The British pugilist was accused of prematurely quitting by several prominent voices, including probable next opponent Kell Brook who was ringside at New York’s iconic Madison Square Garden.
But this dispiriting bout has not daunted Khan, who previously recovered from September 2008’s loss to Colombia’s Breidis Prescott to become unified light-welterweight world champion three years later and claimed the vacant WBC Silver interim light-welterweight strap in December 2012 after successive setbacks to Americans Lamont Petersen and Danny Garcia.
“Obviously the last fight was a little bit a difficult, it didn’t end the way we wanted it to,” said Khan, speaking ahead of Friday’s Knockout Night from Badou Jack Promotions at FIVE Palm Jumeirah Hotel.
“Hit with a low shot, but at the same time I’m not taking anything away from Terence Crawford. He’s up there with one of the best fighters in the world.
“I’m just going to go back to the drawing board. I’m still in the top 10 in the world.
“I want to fight someone in the top 10 for my next fight. Hopefully that will be in October or November time – I’m still active, I still feel strong.
“We’ve got names like Kell Brook there, still the top, top fighters there. I’m in a very lucky position that I have the opportunity to put bums on seats.
“TV networks like to see me fight and getting the top guys in the ring is quite easy. I’m still in a good position of getting the big names in, because we bring a lot of money to the table.
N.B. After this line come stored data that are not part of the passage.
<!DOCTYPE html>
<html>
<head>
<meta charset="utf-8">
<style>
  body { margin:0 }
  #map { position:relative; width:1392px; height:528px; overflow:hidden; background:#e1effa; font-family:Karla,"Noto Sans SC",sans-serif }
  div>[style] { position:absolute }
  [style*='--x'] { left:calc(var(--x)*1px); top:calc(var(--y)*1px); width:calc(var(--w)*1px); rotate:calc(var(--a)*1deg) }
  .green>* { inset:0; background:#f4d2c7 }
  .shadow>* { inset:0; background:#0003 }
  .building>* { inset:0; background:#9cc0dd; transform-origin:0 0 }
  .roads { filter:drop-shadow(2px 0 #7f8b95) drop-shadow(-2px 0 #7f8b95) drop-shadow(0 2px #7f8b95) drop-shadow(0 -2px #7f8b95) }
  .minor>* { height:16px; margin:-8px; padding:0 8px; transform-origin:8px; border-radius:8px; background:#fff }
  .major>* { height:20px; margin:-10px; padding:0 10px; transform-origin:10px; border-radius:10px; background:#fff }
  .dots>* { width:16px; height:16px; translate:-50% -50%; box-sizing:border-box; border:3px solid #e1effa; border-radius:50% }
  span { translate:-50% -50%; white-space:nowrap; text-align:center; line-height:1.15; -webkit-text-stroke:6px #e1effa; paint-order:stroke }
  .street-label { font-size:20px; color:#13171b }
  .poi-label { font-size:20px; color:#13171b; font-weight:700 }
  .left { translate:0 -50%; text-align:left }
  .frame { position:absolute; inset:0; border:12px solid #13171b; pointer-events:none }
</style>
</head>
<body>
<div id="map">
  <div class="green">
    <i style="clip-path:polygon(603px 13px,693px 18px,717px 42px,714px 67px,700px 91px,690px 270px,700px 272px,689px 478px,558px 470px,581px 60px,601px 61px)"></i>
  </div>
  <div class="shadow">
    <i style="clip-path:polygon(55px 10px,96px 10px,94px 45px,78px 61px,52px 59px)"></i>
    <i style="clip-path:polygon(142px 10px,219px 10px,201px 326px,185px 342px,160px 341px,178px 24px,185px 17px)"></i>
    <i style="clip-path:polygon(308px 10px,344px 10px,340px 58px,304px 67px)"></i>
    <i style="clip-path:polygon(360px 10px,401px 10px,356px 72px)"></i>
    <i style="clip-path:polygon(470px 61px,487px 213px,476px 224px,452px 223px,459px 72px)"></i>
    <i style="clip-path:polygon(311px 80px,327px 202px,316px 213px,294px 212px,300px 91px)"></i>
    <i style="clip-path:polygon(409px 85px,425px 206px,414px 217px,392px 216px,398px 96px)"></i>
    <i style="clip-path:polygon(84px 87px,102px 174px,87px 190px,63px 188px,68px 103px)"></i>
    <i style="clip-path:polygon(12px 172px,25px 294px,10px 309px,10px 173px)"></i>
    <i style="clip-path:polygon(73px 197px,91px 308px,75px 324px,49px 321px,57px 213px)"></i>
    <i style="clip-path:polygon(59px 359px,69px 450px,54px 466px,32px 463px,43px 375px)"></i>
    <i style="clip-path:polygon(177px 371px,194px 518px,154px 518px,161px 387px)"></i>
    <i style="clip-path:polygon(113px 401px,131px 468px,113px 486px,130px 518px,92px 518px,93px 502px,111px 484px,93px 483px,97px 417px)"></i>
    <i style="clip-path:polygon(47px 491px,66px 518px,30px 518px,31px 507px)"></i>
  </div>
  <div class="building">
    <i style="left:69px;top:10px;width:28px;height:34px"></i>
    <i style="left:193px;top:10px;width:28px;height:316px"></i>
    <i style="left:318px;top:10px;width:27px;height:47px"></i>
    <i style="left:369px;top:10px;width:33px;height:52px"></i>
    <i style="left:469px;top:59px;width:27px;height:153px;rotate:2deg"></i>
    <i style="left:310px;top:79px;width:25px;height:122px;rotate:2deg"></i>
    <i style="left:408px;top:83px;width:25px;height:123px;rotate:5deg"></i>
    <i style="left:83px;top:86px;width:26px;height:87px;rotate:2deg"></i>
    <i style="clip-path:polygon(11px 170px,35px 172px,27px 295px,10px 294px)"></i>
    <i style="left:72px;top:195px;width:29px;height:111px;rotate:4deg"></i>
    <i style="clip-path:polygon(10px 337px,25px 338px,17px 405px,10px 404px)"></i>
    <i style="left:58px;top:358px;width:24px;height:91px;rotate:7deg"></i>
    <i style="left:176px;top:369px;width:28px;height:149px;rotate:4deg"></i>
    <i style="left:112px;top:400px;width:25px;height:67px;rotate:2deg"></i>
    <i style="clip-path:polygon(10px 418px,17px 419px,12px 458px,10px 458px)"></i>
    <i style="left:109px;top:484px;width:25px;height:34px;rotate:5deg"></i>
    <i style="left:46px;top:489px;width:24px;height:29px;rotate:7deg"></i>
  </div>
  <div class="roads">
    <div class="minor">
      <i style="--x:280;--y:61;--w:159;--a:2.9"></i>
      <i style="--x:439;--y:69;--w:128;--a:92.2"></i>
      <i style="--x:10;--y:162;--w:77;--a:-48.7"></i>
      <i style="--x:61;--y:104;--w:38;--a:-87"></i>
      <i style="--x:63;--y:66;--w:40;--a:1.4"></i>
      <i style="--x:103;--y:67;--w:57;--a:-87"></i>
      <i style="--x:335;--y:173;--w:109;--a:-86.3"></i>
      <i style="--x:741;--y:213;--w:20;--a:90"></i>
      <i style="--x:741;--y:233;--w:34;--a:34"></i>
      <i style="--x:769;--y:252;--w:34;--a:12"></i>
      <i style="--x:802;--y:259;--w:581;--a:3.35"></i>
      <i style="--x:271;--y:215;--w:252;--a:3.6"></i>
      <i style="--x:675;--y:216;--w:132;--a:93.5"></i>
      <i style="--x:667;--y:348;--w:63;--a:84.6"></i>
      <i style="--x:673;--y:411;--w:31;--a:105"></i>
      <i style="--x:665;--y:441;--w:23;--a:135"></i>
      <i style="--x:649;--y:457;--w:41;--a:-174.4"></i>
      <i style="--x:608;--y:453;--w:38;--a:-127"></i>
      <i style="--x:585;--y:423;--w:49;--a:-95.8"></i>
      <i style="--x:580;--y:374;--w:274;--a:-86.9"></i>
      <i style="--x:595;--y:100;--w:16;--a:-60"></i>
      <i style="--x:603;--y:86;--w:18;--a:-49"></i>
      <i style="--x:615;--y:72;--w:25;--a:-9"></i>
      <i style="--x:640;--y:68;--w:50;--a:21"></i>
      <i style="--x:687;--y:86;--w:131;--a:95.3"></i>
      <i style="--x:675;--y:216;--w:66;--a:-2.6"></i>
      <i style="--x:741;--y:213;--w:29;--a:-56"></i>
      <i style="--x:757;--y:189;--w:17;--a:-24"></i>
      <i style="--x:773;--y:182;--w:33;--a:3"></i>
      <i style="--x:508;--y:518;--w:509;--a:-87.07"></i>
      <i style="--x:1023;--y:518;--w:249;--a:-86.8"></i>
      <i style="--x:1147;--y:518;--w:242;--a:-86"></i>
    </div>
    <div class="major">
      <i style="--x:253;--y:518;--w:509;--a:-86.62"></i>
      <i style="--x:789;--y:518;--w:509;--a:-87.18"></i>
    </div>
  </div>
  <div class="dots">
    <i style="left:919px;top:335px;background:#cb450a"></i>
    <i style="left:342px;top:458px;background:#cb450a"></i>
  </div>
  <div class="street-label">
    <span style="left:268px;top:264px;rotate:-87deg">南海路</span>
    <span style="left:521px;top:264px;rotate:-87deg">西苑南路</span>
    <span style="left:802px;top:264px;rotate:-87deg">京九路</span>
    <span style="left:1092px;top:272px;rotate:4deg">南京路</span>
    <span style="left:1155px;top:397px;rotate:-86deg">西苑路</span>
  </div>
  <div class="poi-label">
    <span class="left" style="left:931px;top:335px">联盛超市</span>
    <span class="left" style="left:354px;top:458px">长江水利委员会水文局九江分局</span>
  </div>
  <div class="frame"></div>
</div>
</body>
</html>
“I’m only 32-years-of-age, although I did say that this is the last chapter of my career. I want to fight maybe one or two more times and then maybe call it a day.
“It just depends what’s out there for me.
“I still have it in me. I still love the sport and I still work hard – I still feel like I’m up there.
“Mentally, I’m quite strong and I know I’ll always come back from defeats. I’ve been knocked out, I’ve come back and become world champion again – I’m sure I can do it again.”
Khan faced a monumental task to stop an elite American competitor currently ranked second by Ring magazine in its pound-for-pound top 10. Memories of his murderous knockout by Mexico superstar Canelo Alvarez in May 2016 are also raw – and harrowing.
These disappointments even led to calls that Khan should immediately call time on an undulating 38-fight, 14-year professional career from which estimated earnings of £30 million have been accumulated.
A love of the sport and dreams of prime time, however, remain undiminished from a boxer who first announced himself to a global audience aged 17 when he won silver at the Athens 2004 Olympics.
He said: “In the fight, I was still there. He [Crawford] was technically a very good fighter and I did find it quite hard to get to him.
“But I still think, maybe not against a Crawford… but I still feel I’m better than the guys like Danny Garcia, Lemont Peterson, Keith Thurman, Manny Pacquiao.
“Those fights could be big, still.”
Brook’s name was a noticeable omission. Especially as a long-term rivalry between the pair has bubbled under since 2012.
Good luck champ I will be there to support. https://t.co/UvHMK9ghra— Amir Khan (@amirkingkhan) April 30, 2019
Khan was confident he would end an engaging ‘Battle of Britain’ in “six or seven rounds” should they, belatedly, meet.
“Kell Brook still excites,” he stated. “It’s a fight that’s always there.
“People say it’s a 50/50 fight, but I believe I would take out Kell Brook in six or seven rounds. That’s the fight that would be an easy sell.”
Since Bolton-born Khan’s successful United States debut against Paulie Malignaggi in May 2010, 11 of his 15 bouts have been across the Atlantic Ocean.
His last ‘mega fight’ on home soil was a fifth-round technical decision over bloodied ring legend Marco Antonio Barrera a decade ago at Manchester’s MEN Arena. This is an absence he intends to end this September or October against ex-IBF welterweight holder and Sheffield-native Brook.
Khan said: “I always wanted to do everything I wanted to do away from the UK in America, that’s the Mecca of boxing.
“I’ve done that now, I want to have my next fight in the UK. And if it’s Kell, it’s Kell.”